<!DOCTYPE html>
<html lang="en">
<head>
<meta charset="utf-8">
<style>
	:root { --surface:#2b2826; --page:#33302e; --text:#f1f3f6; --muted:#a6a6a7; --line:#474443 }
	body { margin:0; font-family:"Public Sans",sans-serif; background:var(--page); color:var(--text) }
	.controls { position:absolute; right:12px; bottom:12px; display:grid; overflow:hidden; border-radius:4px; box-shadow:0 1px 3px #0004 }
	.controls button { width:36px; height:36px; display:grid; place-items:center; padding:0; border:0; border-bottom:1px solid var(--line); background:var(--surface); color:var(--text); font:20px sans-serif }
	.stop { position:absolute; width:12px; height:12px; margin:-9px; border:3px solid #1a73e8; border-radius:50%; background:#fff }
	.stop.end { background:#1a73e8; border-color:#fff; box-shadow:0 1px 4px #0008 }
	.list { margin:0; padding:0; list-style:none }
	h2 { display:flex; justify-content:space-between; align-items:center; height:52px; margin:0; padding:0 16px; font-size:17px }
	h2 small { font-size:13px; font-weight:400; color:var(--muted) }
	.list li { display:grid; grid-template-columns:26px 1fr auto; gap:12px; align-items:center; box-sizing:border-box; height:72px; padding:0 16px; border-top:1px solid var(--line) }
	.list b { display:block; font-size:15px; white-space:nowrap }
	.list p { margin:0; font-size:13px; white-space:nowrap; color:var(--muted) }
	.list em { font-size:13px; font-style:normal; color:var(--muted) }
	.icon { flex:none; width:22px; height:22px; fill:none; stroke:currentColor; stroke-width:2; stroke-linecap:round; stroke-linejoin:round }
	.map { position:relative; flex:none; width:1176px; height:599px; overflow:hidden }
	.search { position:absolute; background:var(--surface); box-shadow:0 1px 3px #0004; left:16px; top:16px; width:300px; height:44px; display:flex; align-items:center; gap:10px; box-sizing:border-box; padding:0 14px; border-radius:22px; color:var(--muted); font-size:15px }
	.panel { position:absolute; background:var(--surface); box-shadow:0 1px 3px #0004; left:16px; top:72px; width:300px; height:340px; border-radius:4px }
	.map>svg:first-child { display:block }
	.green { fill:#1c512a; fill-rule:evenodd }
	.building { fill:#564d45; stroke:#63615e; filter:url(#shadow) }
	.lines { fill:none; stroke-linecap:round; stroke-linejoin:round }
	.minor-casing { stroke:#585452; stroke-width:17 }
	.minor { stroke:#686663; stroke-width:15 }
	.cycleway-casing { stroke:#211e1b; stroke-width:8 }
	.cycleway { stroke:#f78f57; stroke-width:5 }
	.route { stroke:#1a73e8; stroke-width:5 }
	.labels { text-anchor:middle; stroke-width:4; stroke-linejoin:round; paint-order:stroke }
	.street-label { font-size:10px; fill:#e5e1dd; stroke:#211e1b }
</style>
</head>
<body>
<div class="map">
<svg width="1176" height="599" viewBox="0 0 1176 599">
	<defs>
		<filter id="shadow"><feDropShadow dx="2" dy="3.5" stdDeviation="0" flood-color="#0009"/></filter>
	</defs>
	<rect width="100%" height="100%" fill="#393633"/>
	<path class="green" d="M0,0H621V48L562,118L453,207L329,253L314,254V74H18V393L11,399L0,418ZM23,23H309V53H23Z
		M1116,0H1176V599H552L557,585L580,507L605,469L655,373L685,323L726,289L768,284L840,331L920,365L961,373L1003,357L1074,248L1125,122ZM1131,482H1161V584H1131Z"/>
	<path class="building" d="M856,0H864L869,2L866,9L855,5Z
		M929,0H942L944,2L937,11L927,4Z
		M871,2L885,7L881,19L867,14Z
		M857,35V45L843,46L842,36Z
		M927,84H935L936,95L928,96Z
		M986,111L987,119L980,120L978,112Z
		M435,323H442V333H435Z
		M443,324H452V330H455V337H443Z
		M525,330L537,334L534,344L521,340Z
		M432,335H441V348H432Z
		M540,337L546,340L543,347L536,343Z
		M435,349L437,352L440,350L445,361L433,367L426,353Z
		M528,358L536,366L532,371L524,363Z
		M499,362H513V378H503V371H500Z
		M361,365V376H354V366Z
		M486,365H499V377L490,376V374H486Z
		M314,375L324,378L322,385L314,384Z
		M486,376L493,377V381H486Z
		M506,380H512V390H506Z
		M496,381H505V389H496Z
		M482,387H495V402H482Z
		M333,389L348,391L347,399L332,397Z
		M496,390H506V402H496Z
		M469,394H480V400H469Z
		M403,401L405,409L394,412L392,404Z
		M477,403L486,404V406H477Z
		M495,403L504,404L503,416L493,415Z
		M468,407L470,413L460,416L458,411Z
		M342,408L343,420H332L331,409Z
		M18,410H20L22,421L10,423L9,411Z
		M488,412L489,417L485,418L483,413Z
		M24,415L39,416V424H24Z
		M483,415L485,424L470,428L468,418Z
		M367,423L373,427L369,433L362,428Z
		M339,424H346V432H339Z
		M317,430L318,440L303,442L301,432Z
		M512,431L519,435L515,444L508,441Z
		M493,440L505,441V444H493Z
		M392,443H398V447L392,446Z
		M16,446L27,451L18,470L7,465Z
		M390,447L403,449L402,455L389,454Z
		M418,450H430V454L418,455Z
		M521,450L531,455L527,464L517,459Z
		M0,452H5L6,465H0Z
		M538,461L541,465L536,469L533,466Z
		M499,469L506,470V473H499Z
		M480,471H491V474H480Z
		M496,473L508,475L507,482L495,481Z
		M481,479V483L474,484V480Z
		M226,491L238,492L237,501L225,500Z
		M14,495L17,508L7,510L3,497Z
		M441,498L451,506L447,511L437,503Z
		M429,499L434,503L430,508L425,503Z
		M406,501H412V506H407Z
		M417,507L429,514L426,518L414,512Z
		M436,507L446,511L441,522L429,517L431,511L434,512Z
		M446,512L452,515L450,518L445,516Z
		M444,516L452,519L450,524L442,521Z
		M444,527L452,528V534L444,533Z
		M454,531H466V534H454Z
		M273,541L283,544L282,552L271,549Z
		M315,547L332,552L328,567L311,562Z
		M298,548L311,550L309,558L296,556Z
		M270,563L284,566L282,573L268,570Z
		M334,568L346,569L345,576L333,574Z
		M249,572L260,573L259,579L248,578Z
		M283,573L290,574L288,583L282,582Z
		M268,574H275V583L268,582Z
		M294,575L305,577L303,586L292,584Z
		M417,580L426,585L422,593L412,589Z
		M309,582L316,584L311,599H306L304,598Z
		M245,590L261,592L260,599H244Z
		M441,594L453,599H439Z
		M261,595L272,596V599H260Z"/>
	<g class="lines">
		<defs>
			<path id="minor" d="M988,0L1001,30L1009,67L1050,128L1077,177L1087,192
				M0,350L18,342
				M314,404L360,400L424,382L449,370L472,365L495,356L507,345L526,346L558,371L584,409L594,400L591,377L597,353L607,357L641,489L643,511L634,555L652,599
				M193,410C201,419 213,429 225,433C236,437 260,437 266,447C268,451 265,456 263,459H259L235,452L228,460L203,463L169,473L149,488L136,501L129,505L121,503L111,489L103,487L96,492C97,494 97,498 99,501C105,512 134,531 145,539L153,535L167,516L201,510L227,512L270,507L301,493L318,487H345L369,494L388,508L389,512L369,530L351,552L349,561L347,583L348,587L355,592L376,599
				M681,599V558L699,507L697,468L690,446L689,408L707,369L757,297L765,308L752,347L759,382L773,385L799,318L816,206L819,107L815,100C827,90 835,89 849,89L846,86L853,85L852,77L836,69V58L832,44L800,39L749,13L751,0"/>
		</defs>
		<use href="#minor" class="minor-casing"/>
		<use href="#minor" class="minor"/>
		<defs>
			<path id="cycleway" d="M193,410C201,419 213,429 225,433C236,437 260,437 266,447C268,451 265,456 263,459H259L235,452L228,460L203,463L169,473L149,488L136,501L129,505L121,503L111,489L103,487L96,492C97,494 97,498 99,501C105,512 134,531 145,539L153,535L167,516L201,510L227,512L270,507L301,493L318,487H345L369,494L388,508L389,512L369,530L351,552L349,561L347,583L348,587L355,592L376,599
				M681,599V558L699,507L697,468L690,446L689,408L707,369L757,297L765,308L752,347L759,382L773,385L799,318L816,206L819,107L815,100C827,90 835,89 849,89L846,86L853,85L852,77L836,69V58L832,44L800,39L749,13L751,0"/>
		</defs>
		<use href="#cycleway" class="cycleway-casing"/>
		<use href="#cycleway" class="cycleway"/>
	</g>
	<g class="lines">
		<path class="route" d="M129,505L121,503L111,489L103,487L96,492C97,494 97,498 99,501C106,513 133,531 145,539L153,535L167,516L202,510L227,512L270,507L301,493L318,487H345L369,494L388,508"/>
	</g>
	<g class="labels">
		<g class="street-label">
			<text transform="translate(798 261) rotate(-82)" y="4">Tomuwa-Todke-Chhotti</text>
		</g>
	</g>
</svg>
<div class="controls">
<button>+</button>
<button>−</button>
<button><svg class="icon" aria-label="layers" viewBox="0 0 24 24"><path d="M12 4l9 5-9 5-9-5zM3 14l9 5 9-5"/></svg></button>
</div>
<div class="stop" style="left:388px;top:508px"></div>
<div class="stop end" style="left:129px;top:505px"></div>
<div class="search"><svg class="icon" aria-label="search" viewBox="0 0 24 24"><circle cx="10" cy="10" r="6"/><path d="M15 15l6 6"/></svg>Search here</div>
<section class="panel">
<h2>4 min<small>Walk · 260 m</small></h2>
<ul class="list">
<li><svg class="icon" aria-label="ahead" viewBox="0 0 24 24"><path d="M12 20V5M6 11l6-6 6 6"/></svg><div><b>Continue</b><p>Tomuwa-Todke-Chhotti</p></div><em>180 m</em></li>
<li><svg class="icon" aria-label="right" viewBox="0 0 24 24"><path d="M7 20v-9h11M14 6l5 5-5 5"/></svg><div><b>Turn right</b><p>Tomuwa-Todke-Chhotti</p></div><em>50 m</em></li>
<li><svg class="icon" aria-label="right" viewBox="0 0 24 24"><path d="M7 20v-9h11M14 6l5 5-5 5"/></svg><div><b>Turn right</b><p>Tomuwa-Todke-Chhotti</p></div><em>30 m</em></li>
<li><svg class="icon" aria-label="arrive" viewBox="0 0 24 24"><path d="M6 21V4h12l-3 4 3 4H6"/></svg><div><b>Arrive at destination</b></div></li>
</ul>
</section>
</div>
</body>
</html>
^^^^^^^^
▶ WHAT NEEDS TO BE DONE
Pick each line holding the word "controls" out of the data and copy it.

▶ RESULT
	.controls { position:absolute; right:12px; bottom:12px; display:grid; overflow:hidden; border-radius:4px; box-shadow:0 1px 3px #0004 }
	.controls button { width:36px; height:36px; display:grid; place-items:center; padding:0; border:0; border-bottom:1px solid var(--line); background:var(--surface); color:var(--text); font:20px sans-serif }
<div class="controls">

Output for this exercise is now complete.